The sustainability of international agricultural supply chains is fast becoming an important issue. The World Bank (2012) forecasts that demand in the next five years for key agricultural commodities will outstrip supply due to several challenges including; climate change, volatile pricing and ageing farming population (Barrientos 2012).
Practitioner groups argue that sustainable governance arrangements between Northern actors and Southern producers leads to more resilient supply chains (UNCTAD 2013). However, the mechanisms by which this may be achieved are not clear, especially since the adoption of sustainability standards may limit the ability of producers to withstand shocks through the adoption of monoculture and dependent supply chain relations. Conversely, some supply chain relationships may enhance resilience, e.g. through reduced supplier default. Moreover, resilience in supply chains remains under-theorised, with few connections to the emerging theory on sustainable supply chains.
Hence the overall aim for BURNS is to better understand and begin to theorise the factors that underpin resilient supply chains, whilst recognising the diversity of practice across chains, commodities and supply chain actors.
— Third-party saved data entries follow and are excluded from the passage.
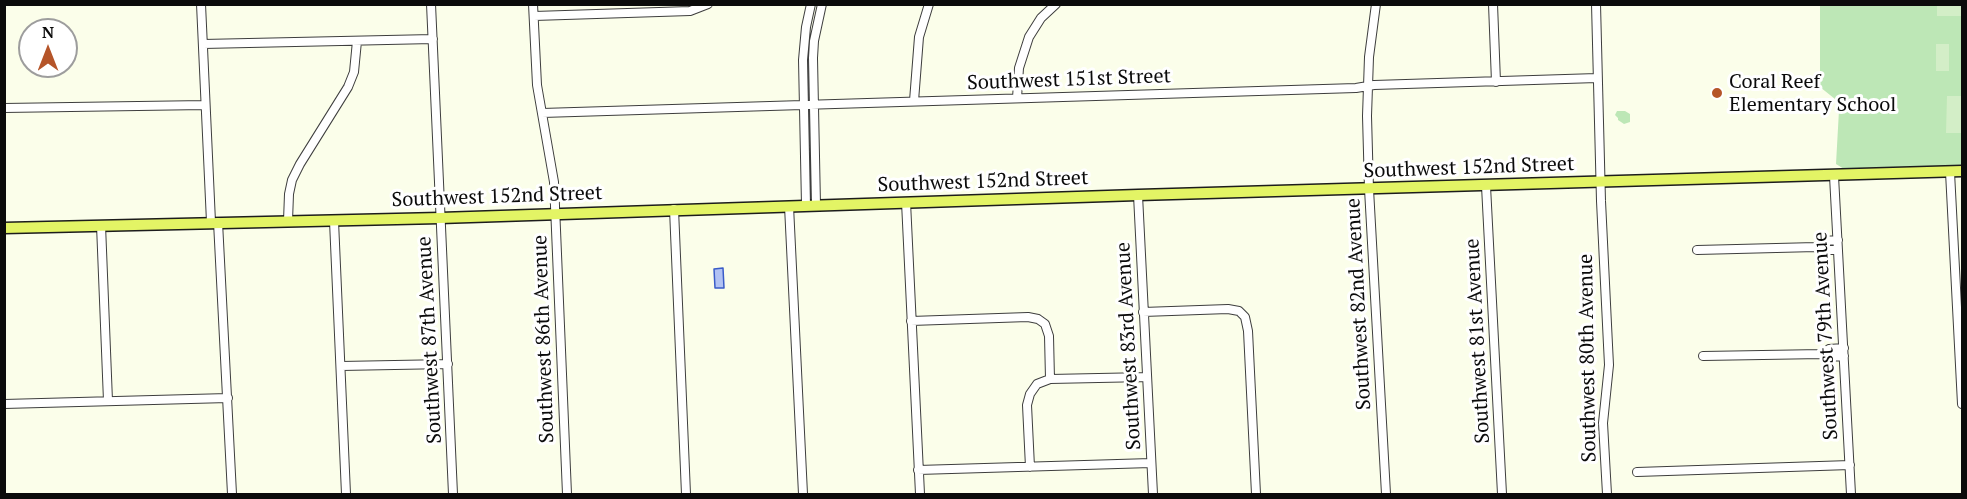 <!DOCTYPE html>
<html>
<head>
<meta charset="utf-8">
<style>
	body { margin:0 }
	#map { position:relative; width:1967px; height:499px; overflow:hidden; background:#fbfeea; font-family:"PT Serif",serif }
	canvas { display:block }
	.frame { position:absolute; inset:0; border:6px solid #0b0b0b; pointer-events:none }
	.north { position:absolute; left:18px; top:18px; width:60px; height:60px; box-sizing:border-box; background:#fff; border:2px solid #9d9d9d; border-radius:50%; rotate:0deg; font-size:16px; font-weight:700; line-height:24px; text-align:center; color:#0b0b0b }
	.north::after { content:''; display:block; margin:auto; width:21px; height:27px; background:#b55529; clip-path:polygon(50% 0,100% 100%,50% 72%,0 100%) }
</style>
</head>
<body>
<div id="map">
<canvas width="1967" height="499"></canvas>
<div class="frame"></div>
<div class="north">N</div>
</div>
<script>
const c = document.querySelector('canvas').getContext('2d');
c.lineJoin = 'round';
function fillPath(path, color) {
  c.fillStyle = color;
  c.fill(path, 'evenodd');
}
function shape(rows) {
  const path = new Path2D();
  for (const r of rows) {
    path.moveTo(r[0], r[1]);
    for (let i = 2; i < r.length; i += 2) path.lineTo(r[i], r[i + 1]);
  }
  return path;
}
function trace(path, color, width, dash) {
  c.strokeStyle = color;
  c.lineWidth = width;
  c.lineCap = dash ? 'butt' : 'round';
  c.setLineDash(dash || []);
  c.stroke(path);
}
function label(font, color, halo, rows, align = 'center') {
  c.font = font + ' "PT Serif",serif';
  c.lineWidth = 6;
  c.setLineDash([]);
  c.textBaseline = 'middle';
  c.strokeStyle = halo;
  c.fillStyle = color;
  for (const [text, x, y, turn = 0] of rows) {
    c.save();
    c.translate(x, y);
    c.rotate((+turn || 0) * Math.PI / 180);
    c.textAlign = isNaN(turn) ? turn : align;
    if (halo) c.strokeText(text, 0, 0);
    c.fillText(text, 0, 0);
    c.restore();
  }
}
const green = shape([
	[1820,5,1962,5,1962,166,1877,168,1864,170,1844,169,1836,164,1839,110,1835,99,1820,87],
	[1617,111,1625,111,1630,114,1630,122,1624,124,1618,120,1618,118,1615,115]
]);
const pitch = shape([
	[1937,5,1962,5,1962,16,1937,16],
	[1936,44,1949,44,1949,71,1936,71],
	[1947,96,1962,96,1962,133,1946,133]
]);
const water = shape([
	[723,268,724,288,715,288,714,269,723,268]
]);
const minor = shape([
	[201,4,211,222],
	[431,4,453,494],
	[533,4,537,85,554,182,567,494],
	[1376,4,1369,57,1367,116,1369,189,1386,494],
	[1493,4,1496,82],
	[1596,4,1601,201,1608,345,1609,365,1603,423,1607,494],
	[534,16,690,11,708,4],
	[203,44,433,39],
	[1017,98,1019,68,1029,37,1041,18,1056,4],
	[914,101,919,37,929,4],
	[4,108,205,105],
	[542,113,1356,88,1374,85,1597,78],
	[1950,172,1962,404],
	[1834,176,1851,494],
	[1486,186,1502,494],
	[1138,195,1153,494],
	[906,202,920,494],
	[806,205,803,60,806,27,811,4],
	[816,205,813,58,814,41,822,4],
	[789,206,803,494],
	[674,209,686,494],
	[288,221,289,194,292,180,300,164,348,87,354,72,357,41],
	[334,221,346,494],
	[218,222,232,494],
	[101,225,108,401],
	[1816,247,1824,241,1838,240],
	[1697,250,1816,247,1824,250,1838,250],
	[1143,312,1228,309,1239,311,1245,317,1248,331,1256,494],
	[911,321,1028,317,1038,319,1045,324,1049,336,1050,379],
	[1822,354,1829,349,1844,348],
	[1703,356,1822,354,1828,357,1844,356],
	[341,366,448,364],
	[4,404,228,398],
	[1030,467,1027,405,1030,394,1037,384,1050,379,1147,377],
	[918,470,1151,463],
	[1637,472,1850,465]
]);
const major = shape([
	[4,228,440,218,1138,195,1962,171]
]);
const markers = [
	[1717,93,6,"#b55529"]
];
const streetNames = [
	["Southwest 151st Street",1069,80,-2],
	["Southwest 152nd Street",1469,168,-2],
	["Southwest 152nd Street",983,182,-2],
	["Southwest 152nd Street",497,197,-2],
	["Southwest 82nd Avenue",1359,304,-93],
	["Southwest 79th Avenue",1826,336,-93],
	["Southwest 86th Avenue",544,339,-92],
	["Southwest 87th Avenue",430,340,-93],
	["Southwest 81st Avenue",1478,341,-93],
	["Southwest 83rd Avenue",1129,346,-93],
	["Southwest 80th Avenue",1588,358,-91]
];
const poiNames = [
	["Coral Reef",1729,82],
	["Elementary School",1729,105]
];
fillPath(green, '#bde7b6');
fillPath(pitch, '#d3eec7');
fillPath(water, '#b1c2f3');
trace(water, '#3a5cc8', 1.5);
trace(minor, '#3e3e3e', 10);
trace(major, '#1c1c1c', 13);
trace(minor, '#fff', 8);
trace(major, '#e3f465', 10);
for (const [x, y, r, color] of markers) {
  const dot = new Path2D();
  dot.arc(x, y, r, 0, 2 * Math.PI);
  c.fillStyle = color;
  c.fill(dot);
  trace(dot, '#fff', 2);
}
label('20px', '#0b0b0b', '#fff', streetNames);
label('20px', '#0b0b0b', '#fff', poiNames, 'left');
</script>
</body>
</html>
In order to do this the project has the following objectives:
a) To set up an academic and practitioner network to share best practice in supply chain management from a variety of models from fair trade partnerships to corporate supply initiatives.
b) Critically analyse current understanding of resilience and sustainability in agricultural supply chains from a variety of theoretical, legal and stakeholder perspectives.
c) Collate and share examples of current conceptual and contractual approaches to resilient supply chains that include upstream stakeholders’ perspectives.
d) Work with practitioner partners (manufacturers, traders, processors, fair trade organisations, NGOs and Southern Producer Groups etc.) to identify key aspects of resilient supply chains and case studies/ data sets that could underpin future in-depth research.
e) To develop a major research grant proposal.